# Problem requirements:
Where in the listing does the word "sans" appear? Report each line that holds it.

# Records to use:
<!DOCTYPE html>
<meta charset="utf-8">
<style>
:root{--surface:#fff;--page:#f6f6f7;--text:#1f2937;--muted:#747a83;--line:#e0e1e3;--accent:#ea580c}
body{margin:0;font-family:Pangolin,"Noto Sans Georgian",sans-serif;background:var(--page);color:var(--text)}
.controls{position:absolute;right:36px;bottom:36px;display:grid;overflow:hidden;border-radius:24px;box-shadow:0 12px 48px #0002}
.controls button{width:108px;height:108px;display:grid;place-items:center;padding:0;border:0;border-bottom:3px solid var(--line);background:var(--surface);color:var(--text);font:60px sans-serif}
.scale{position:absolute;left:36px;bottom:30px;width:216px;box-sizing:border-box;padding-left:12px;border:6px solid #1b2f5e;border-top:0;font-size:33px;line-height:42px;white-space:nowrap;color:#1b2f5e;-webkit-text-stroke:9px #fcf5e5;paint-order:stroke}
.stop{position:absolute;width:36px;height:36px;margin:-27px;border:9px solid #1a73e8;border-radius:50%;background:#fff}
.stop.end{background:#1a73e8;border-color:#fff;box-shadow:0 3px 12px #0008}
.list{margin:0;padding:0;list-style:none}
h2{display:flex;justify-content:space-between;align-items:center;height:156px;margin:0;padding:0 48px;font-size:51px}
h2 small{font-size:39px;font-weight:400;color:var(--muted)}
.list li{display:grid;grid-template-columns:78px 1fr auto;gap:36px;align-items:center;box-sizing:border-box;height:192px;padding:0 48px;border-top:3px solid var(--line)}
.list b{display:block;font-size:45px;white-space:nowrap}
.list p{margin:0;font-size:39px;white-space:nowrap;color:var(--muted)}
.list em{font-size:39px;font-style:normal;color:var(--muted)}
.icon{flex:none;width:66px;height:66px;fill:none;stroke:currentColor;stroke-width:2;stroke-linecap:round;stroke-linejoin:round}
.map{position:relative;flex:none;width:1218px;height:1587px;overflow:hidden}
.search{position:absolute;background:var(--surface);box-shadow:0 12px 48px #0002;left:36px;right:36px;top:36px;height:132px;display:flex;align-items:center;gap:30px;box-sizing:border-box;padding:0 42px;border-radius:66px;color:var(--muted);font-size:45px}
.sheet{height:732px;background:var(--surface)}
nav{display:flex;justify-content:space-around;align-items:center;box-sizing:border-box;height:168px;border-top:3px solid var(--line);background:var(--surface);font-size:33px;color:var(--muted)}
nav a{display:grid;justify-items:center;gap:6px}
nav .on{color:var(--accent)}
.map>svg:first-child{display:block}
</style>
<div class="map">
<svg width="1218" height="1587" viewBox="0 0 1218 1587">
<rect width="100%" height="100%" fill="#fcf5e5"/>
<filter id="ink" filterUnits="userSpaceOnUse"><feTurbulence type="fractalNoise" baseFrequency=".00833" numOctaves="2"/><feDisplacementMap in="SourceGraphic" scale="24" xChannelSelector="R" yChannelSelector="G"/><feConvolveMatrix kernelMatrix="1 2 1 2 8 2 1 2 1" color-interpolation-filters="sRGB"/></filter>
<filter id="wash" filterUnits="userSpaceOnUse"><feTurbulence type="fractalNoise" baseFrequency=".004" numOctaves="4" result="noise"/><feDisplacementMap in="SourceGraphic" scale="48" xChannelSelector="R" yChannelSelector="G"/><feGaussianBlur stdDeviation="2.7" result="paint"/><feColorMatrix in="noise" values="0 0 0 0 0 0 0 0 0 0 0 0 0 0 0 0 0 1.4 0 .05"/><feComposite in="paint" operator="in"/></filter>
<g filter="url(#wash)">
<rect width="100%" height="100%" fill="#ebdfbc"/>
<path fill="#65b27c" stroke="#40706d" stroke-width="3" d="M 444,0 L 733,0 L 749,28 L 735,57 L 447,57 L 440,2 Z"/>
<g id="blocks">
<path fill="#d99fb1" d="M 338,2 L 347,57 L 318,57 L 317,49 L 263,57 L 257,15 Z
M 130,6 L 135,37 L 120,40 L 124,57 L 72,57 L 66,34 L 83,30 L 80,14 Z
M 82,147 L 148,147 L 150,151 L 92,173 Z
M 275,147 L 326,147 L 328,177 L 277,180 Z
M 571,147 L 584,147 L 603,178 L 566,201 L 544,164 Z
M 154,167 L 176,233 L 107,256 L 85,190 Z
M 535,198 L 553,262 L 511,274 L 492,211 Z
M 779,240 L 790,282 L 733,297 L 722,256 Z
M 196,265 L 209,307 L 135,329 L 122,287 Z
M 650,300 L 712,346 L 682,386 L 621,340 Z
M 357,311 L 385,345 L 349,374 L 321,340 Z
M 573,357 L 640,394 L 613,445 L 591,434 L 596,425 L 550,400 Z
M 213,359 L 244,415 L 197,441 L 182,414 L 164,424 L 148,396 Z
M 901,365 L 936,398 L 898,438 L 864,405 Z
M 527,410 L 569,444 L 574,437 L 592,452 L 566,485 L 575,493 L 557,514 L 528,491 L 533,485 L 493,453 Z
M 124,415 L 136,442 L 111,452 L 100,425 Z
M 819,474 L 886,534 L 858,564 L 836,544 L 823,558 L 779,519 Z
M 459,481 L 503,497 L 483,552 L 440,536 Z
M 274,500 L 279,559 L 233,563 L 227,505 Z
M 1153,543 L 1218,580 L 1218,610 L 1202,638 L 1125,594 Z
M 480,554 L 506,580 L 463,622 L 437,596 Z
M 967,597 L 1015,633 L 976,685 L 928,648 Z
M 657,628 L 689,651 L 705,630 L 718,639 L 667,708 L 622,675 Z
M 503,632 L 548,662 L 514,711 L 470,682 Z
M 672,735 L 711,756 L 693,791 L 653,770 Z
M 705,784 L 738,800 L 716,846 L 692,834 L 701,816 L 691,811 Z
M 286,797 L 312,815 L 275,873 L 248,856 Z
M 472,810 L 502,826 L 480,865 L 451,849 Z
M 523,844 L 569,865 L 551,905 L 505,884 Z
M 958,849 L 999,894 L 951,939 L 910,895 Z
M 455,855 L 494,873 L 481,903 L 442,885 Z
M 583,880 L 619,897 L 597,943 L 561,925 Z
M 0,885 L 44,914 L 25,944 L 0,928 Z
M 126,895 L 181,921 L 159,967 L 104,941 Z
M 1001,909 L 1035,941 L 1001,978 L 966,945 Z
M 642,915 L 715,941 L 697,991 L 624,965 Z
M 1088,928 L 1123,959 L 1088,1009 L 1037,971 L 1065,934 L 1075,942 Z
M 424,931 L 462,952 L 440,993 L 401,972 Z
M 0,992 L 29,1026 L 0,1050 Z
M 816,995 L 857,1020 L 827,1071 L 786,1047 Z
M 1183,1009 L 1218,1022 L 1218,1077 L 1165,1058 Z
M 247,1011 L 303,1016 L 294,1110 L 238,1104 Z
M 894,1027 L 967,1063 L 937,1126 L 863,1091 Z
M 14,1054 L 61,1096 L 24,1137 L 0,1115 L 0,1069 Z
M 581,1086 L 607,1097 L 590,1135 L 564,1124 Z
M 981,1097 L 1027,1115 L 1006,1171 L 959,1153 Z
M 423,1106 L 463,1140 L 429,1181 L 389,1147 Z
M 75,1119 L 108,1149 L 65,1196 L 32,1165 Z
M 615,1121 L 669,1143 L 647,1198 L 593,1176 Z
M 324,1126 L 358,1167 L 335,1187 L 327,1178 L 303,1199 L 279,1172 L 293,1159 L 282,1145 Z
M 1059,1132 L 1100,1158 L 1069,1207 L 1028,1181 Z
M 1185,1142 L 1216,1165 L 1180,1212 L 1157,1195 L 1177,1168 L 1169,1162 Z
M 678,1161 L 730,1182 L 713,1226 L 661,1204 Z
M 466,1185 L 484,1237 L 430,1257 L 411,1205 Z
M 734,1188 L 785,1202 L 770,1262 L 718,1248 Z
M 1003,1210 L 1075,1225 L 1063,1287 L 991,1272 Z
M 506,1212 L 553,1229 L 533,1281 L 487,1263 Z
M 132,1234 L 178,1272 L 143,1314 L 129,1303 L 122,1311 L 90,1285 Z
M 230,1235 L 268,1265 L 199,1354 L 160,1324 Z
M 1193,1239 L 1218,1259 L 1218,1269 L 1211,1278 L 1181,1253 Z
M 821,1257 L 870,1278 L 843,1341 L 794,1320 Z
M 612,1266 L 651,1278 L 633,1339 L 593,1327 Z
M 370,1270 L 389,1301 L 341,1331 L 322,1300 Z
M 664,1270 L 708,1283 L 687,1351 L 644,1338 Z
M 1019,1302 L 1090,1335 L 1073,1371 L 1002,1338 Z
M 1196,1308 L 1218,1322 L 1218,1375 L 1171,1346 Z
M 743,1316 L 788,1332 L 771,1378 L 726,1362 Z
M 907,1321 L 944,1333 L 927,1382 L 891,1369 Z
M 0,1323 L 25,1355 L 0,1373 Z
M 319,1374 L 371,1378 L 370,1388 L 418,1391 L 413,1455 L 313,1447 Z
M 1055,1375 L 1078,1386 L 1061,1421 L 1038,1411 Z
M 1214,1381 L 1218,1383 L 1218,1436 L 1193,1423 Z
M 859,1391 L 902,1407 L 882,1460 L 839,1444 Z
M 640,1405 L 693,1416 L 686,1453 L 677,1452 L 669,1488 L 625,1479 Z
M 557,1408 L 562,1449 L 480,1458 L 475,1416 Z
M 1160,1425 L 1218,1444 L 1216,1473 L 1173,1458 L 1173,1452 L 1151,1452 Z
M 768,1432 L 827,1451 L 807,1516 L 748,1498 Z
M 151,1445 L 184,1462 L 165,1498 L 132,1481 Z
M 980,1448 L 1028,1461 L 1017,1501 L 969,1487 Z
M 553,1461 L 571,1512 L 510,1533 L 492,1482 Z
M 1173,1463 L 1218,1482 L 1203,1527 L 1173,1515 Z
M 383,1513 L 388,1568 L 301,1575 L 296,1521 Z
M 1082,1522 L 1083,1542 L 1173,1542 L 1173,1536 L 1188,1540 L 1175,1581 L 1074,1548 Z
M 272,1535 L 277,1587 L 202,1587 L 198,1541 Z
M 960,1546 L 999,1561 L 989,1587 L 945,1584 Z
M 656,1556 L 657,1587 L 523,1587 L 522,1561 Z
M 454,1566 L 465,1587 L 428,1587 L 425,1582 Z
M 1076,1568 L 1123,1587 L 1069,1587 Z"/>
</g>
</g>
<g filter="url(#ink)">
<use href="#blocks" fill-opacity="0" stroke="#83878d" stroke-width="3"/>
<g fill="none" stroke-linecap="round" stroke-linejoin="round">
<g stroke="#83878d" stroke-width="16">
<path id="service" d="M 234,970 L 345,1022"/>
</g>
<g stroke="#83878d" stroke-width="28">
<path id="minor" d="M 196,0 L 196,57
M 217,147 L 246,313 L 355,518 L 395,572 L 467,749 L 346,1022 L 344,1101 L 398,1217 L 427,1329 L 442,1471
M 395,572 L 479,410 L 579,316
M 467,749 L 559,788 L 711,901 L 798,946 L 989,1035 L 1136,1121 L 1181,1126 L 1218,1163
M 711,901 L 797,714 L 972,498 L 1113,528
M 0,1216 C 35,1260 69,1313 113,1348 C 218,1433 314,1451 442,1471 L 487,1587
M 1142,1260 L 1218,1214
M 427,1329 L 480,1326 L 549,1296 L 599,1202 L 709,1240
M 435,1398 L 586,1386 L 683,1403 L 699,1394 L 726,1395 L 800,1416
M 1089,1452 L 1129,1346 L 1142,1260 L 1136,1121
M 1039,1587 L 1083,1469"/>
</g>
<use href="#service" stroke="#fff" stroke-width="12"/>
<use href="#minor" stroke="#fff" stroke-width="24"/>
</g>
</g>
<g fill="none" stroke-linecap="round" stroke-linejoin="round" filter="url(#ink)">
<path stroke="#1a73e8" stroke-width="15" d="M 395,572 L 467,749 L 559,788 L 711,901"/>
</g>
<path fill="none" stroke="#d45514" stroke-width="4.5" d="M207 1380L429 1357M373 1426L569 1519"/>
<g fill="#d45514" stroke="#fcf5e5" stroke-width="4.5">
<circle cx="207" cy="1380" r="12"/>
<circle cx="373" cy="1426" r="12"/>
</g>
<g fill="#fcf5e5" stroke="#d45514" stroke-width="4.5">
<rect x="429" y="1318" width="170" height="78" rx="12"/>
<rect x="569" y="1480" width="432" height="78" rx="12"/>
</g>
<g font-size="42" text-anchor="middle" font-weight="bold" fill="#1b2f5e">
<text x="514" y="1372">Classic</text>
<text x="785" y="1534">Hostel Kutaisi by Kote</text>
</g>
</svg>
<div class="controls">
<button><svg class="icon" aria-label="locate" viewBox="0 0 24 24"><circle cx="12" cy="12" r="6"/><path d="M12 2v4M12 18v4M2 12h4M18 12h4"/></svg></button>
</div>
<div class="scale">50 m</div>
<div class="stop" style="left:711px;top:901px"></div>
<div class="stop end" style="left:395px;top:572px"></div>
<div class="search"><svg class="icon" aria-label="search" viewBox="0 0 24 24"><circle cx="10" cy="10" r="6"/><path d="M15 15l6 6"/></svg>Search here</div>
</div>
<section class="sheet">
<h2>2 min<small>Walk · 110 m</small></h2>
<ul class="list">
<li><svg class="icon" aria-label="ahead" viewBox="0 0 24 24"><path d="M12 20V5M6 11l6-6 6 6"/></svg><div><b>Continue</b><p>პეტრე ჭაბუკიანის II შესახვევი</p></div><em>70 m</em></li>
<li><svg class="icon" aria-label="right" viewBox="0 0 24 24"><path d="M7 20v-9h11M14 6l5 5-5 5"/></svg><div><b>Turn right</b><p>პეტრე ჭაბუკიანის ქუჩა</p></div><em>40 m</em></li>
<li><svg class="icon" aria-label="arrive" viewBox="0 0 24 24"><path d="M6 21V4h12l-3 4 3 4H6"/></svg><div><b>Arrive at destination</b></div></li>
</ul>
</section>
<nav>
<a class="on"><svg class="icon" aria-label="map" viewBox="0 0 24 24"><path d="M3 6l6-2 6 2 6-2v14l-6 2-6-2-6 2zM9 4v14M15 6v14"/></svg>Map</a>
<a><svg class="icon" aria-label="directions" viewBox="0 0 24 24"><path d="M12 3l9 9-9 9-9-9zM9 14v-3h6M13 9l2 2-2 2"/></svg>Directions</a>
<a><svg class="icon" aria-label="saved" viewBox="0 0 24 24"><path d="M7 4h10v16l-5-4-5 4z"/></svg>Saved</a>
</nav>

# Task answer:
body{margin:0;font-family:Pangolin,"Noto Sans Georgian",sans-serif;background:var(--page);color:var(--text)}
.controls button{width:108px;height:108px;display:grid;place-items:center;padding:0;border:0;border-bottom:3px solid var(--line);background:var(--surface);color:var(--text);font:60px sans-serif}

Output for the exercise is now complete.